DATA EXCERPTS
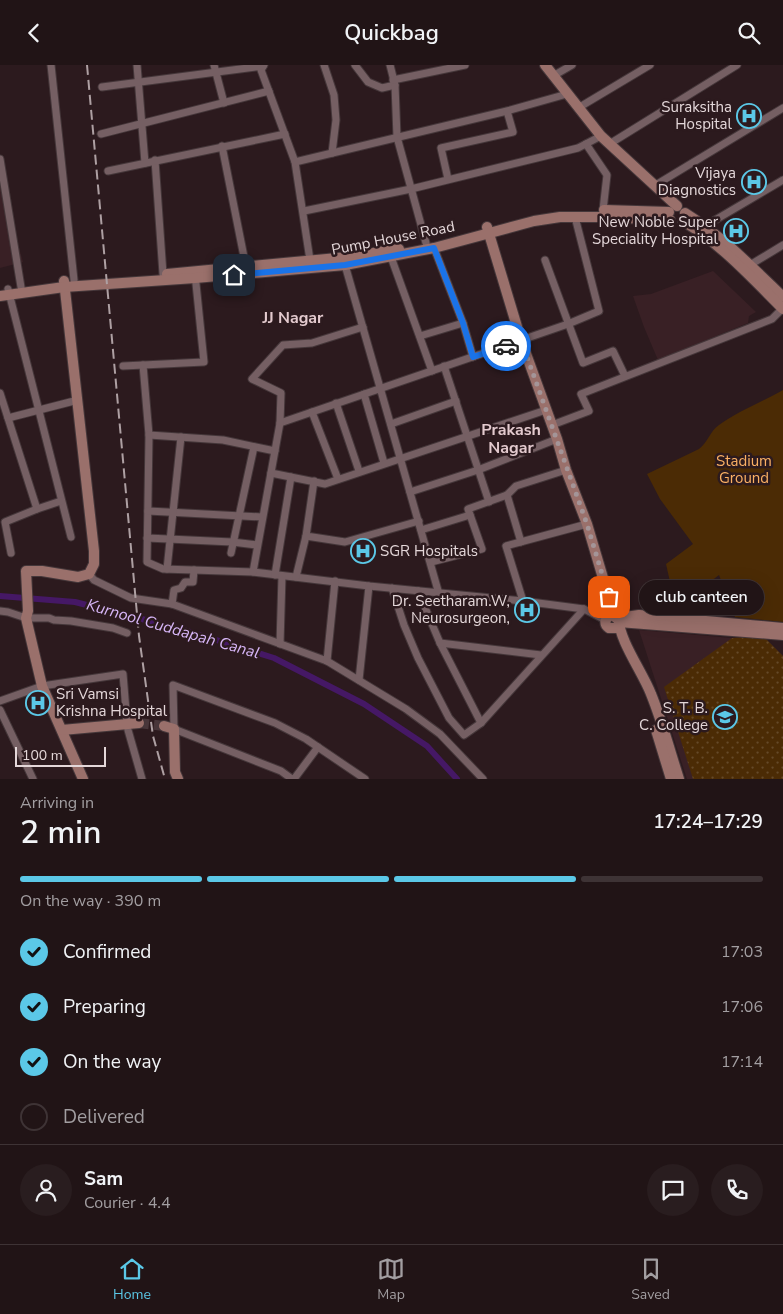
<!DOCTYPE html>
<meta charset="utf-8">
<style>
body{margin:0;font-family:"Nunito Sans",sans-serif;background:#291d1f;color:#f1f3f6;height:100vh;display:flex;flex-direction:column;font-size:19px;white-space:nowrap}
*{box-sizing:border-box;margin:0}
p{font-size:16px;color:#a29ea1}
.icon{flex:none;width:28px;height:28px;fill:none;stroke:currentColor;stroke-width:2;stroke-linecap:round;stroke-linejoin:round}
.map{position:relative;height:714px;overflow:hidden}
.drawer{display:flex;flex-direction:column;background:#211416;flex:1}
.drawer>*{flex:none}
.scale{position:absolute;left:15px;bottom:12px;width:91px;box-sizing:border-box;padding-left:5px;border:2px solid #e4d7d9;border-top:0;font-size:14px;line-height:18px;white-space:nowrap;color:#e4d7d9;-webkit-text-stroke:4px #2c1a1e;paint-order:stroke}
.pin{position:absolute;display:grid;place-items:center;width:42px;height:42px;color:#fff;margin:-21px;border-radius:10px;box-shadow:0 2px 8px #0006}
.courier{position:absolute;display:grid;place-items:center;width:50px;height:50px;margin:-25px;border:4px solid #1a73e8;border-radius:50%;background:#fff;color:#222;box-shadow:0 1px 6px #0007}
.bubble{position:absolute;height:35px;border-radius:18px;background:#211416;box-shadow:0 5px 20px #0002,0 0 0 1px #3e3335;font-size:16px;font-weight:600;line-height:35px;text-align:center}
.summary em{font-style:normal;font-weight:600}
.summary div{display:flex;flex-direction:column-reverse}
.summary{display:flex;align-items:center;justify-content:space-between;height:85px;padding:0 20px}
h1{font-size:32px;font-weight:600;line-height:38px}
.bar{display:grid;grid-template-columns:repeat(4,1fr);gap:8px 5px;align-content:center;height:60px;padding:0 20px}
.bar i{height:6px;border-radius:4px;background:#3e3335}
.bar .on{background:#5bc8e7}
.bar p{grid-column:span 4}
.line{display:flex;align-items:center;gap:12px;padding:0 20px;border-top:1px solid #3e3335}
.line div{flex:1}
.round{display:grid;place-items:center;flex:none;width:52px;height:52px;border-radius:26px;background:#291d1f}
ol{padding:0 20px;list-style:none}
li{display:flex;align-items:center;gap:15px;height:55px}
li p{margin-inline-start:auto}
li .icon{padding:5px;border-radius:50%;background:#5bc8e7;color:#111;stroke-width:4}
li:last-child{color:#a29ea1}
li i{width:28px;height:28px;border:2px solid #3e3335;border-radius:50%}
header{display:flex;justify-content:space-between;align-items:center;height:65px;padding:0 20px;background:#211416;font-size:22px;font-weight:600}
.tabs{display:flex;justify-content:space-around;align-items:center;height:70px;border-top:1px solid #3e3335;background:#211416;font-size:14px;color:#a29ea1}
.tabs a{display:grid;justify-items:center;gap:2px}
.tabs .on{color:#5bc8e7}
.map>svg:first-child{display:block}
.built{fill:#392025}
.green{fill:url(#green-dots)}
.pitch{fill:#4b2b05}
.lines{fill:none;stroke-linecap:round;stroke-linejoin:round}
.canal{stroke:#451865;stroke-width:6}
.secondary-tunnel{stroke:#48363a;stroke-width:10;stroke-dasharray:10 5;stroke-linecap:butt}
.street-casing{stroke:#45373a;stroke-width:9}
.secondary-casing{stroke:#45373a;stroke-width:12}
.street{stroke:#755f63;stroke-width:7}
.secondary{stroke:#9a706b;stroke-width:10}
.rail{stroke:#aea0a3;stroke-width:2;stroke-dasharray:10 5;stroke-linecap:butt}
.done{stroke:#a49598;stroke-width:5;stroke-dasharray:0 9}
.route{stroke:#1a73e8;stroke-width:6}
.labels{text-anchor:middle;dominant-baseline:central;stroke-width:5;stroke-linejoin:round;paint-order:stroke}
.poi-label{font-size:15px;fill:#e4d7d9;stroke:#2c1a1e;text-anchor:end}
.street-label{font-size:15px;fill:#e4d7d9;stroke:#2c1a1e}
.park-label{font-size:15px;fill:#fbb064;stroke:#2c1a1e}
.neighbourhood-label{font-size:16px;font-weight:bold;fill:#e3cace;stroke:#2c1a1e}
.water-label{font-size:16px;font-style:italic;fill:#d6b5f6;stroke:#2c1a1e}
</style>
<header><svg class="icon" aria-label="back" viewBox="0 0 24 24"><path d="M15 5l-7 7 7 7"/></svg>Quickbag<svg class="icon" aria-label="search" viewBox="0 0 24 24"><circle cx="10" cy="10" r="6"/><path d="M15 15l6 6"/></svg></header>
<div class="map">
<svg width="783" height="714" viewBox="0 0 783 714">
<defs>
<pattern id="green-dots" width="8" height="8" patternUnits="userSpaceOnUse" patternTransform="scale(1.25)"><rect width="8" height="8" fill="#4b2b05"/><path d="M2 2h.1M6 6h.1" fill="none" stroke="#654929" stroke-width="1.8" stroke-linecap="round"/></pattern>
</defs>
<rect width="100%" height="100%" fill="#2c1a1e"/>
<g class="built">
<polygon points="752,102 756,107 763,124 752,125 743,110 745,110 743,108"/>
<polygon points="0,115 23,197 0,203"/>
<polygon points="734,152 747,174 738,180 724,158"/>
<polygon points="713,206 756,247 749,251 748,258 658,295 644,262 633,231 651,229"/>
<polygon points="639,565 732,573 763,571 783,591 783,714 687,714"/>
</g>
<polygon class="green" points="763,571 783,591 783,714 693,714 664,622 732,573"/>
<path class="pitch" d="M783,325V557L735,552L719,510L698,526L673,530L666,499L693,479L660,434L647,409L699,384C708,377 710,366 719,360C736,347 764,336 783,325Z"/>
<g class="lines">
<polyline class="canal" points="0,531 75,537 181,564 274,593 364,639 427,681 457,714"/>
<polyline class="secondary-tunnel" points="139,658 164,661"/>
<defs>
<g id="street">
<polyline points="51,0 74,215"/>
<polyline points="137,0 145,98"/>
<polyline points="214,0 224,38"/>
<polyline points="264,0 261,5 295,97 310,195"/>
<polyline points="324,0 334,30 336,55 332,88"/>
<polyline points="355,0 368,17 382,23 395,20"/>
<polyline points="390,0 395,20 397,72 426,178"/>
<polyline points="553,11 572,0"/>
<polyline points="393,15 465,0"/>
<polyline points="102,22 263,1"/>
<polyline points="578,43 650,0"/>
<polyline points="101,69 269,26"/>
<polyline points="611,78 737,0"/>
<polyline points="586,79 607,110 603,145"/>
<polyline points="222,81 246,202"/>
<polyline points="0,94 21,222"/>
<polyline points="155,95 163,209"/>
<polyline points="295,97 507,46 567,29"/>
<polyline points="108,106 285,69"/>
<polyline points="448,114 441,83 513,67 507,46"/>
<polyline points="654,121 783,43"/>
<polyline points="304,146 411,124 578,83 601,71"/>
<polyline points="705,161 783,115"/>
<polyline points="434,183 463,258 473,292"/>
<polyline points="391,192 432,306"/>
<polyline points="545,195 583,298 613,286 625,311"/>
<polyline points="345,200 439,529"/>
<polyline points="750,200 783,180"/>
<polyline points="8,224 71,472"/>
<polyline points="420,271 463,258"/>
<polyline points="143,300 149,370 223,375 275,386"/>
<polyline points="123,301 204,297 195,209"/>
<polyline points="444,301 489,437"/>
<polyline points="0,328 37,444 5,457 11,488"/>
<polyline points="364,329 384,398"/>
<polyline points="336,338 359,406"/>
<polyline points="312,347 338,414"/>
<polyline points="8,353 78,335"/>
<polyline points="280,358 568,259 599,246 575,152"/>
<polyline points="391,359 456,336"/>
<polyline points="552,360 589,346 581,329 772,254 783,243"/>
<polyline points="149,370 147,497 163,504 253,507 369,521 523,536 584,544 605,555"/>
<polyline points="271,408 325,419 546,345"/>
<polyline points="314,416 306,471 345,477 419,456"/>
<polyline points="410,427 478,405 557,374"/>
<polyline points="37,444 61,436"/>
<polyline points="148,446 262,452"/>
<polyline points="421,465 470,450"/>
<polyline points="147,473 232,477 257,480"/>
<polyline points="521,477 507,430 516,421 566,405"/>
<polyline points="231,488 254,382"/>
<polyline points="431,497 482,484 468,444 507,430"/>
<polyline points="167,504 181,372"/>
<polyline points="253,507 280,358 281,328 252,314 283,280 312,278 363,262"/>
<polyline points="89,509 94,515 131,533 172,539 327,596 406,644 440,669 483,714"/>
<polyline points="275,510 291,412"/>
<polyline points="296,512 306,471"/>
<polyline points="392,523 404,560 418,593 449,653 464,670 481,658 584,544"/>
<polyline points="418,526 440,578 481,658"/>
<polyline points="523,536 506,481 587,459"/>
<polyline points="172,539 174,525 181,523 185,517 193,517 194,505"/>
<polyline points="0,546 8,547 26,553 49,553 54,555 71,556 113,563 127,568"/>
<polyline points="440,578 541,590"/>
<polyline points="280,579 282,511"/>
<polyline points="327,596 335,516"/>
<polyline points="359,615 369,521"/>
<polyline points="0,636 42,621 123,609 127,658"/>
<polyline points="0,645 33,714"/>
<polyline points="128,665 142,714"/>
<polyline points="292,714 281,706 174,664 173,620 275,658 306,674 365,714"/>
<polyline points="294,714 318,682"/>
</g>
<g id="secondary">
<polyline points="545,0 601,71 677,141"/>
<polyline points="604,145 669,147"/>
<path d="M685,148C722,171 752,202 783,232"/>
<path d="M683,156C721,179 752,213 783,244"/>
<polyline points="487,162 521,275 557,374 566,405 587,459 614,550"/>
<polyline points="167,209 348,192 399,184"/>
<polyline points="64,216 94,486 94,499 89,509 78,512 42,506 26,506 28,546 26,553 42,621 83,714"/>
<polyline points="0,231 64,222 195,213 345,200 434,183 534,156 560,152 602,152 670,155"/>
<polyline points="618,553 639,550 783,563"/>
<polyline points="619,557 783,570"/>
<path d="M619,559L616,563H609C603,559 605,552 612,550L619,555C619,575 643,608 651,629C662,656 670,686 679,714"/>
<polyline points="164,661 174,664 175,707 178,714"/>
<polyline points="62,665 139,658"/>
<polyline points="656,665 671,714"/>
</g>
</defs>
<use href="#street" class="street-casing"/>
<use href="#secondary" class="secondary-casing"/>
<use href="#street" class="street"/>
<use href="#secondary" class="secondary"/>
<polyline class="rail" points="87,0 139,571 153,671 165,714"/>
</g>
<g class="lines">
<polyline class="done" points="506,281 521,275 587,459 609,532"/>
<polyline class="route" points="234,210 345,200 434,183 463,258 473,292 506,281"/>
</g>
<defs>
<symbol id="hospital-ring" viewBox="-11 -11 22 22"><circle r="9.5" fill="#2c1a1e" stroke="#5bc8e7" stroke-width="1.5"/><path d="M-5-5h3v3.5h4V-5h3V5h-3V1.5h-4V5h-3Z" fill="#5bc8e7"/></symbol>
<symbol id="university-ring" viewBox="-11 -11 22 22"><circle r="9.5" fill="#2c1a1e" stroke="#5bc8e7" stroke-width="1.5"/><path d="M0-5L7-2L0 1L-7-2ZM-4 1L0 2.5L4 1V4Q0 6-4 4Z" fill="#5bc8e7"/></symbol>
</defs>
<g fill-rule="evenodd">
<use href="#hospital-ring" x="735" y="37" width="28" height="28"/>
<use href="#hospital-ring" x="740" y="103" width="28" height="28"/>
<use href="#hospital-ring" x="722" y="152" width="28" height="28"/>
<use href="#hospital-ring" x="349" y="472" width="28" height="28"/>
<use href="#hospital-ring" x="513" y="531" width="28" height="28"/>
<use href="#hospital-ring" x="24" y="624" width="28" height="28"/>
<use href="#university-ring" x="711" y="638" width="28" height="28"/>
</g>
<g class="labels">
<g class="poi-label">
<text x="732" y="42">Suraksitha<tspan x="732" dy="17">Hospital</tspan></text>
<text x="736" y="108">Vijaya<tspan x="736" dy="17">Diagnostics</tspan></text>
<text x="718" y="157">New Noble Super<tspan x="718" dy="17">Speciality Hospital</tspan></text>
<text x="380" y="486" text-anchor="start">SGR Hospitals</text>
<text x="510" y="536">Dr. Seetharam.W,<tspan x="510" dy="17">Neurosurgeon,</tspan></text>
<text x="56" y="629" text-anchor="start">Sri Vamsi<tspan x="56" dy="17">Krishna Hospital</tspan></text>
<text x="708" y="643">S. T. B.<tspan x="708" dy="17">C. College</tspan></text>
</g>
<g class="street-label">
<text transform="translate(393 173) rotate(-11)">Pump House Road</text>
</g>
<g class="park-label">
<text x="744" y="396">Stadium<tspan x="744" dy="17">Ground</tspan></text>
</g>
<g class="neighbourhood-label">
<text x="293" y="253">JJ Nagar</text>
<text x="511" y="365">Prakash<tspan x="511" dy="18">Nagar</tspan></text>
</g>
<g class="water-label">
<text transform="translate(173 564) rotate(16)">Kurnool Cuddapah Canal</text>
</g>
</g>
</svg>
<div class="scale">100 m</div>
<div class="pin" style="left:609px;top:532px;background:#ea580c"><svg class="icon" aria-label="bag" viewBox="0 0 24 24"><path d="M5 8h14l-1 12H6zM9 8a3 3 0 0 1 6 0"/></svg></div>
<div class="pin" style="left:234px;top:210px;background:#1f2937"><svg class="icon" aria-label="home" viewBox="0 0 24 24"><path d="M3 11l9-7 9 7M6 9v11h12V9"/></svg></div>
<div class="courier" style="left:506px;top:281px"><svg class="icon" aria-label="car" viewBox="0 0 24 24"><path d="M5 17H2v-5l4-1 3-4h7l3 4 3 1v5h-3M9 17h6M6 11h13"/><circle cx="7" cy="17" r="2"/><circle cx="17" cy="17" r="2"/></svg></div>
<div class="bubble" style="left:639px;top:515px;width:125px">club canteen</div>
</div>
<section class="drawer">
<div class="summary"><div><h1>2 min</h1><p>Arriving in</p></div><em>17:24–17:29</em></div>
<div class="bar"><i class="on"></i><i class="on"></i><i class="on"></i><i></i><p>On the way · 390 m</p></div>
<ol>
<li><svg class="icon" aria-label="check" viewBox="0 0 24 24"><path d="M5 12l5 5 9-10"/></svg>Confirmed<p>17:03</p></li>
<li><svg class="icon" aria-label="check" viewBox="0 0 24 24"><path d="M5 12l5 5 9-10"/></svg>Preparing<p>17:06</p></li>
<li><svg class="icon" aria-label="check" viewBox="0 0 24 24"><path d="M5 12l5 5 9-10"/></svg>On the way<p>17:14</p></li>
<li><i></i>Delivered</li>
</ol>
<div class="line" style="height:90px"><a class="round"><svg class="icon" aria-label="person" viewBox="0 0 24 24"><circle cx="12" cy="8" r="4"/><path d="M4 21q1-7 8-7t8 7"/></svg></a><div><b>Sam</b><p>Courier · 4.4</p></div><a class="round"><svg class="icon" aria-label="chat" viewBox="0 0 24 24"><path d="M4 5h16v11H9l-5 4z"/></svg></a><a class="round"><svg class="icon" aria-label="phone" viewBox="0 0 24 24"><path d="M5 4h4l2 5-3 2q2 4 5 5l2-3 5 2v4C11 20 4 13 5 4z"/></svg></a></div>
</section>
<nav class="tabs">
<a class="on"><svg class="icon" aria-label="home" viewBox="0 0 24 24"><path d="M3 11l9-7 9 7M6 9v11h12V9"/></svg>Home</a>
<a><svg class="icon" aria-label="map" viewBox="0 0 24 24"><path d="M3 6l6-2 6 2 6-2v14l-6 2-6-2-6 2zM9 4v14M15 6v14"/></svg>Map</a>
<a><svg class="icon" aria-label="saved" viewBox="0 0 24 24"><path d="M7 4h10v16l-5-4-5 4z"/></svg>Saved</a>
</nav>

TASK DIRECTIONS
Write out every line of the data that holds the word "casing".

ANSWER BOX
.street-casing{stroke:#45373a;stroke-width:9}
.secondary-casing{stroke:#45373a;stroke-width:12}
<use href="#street" class="street-casing"/>
<use href="#secondary" class="secondary-casing"/>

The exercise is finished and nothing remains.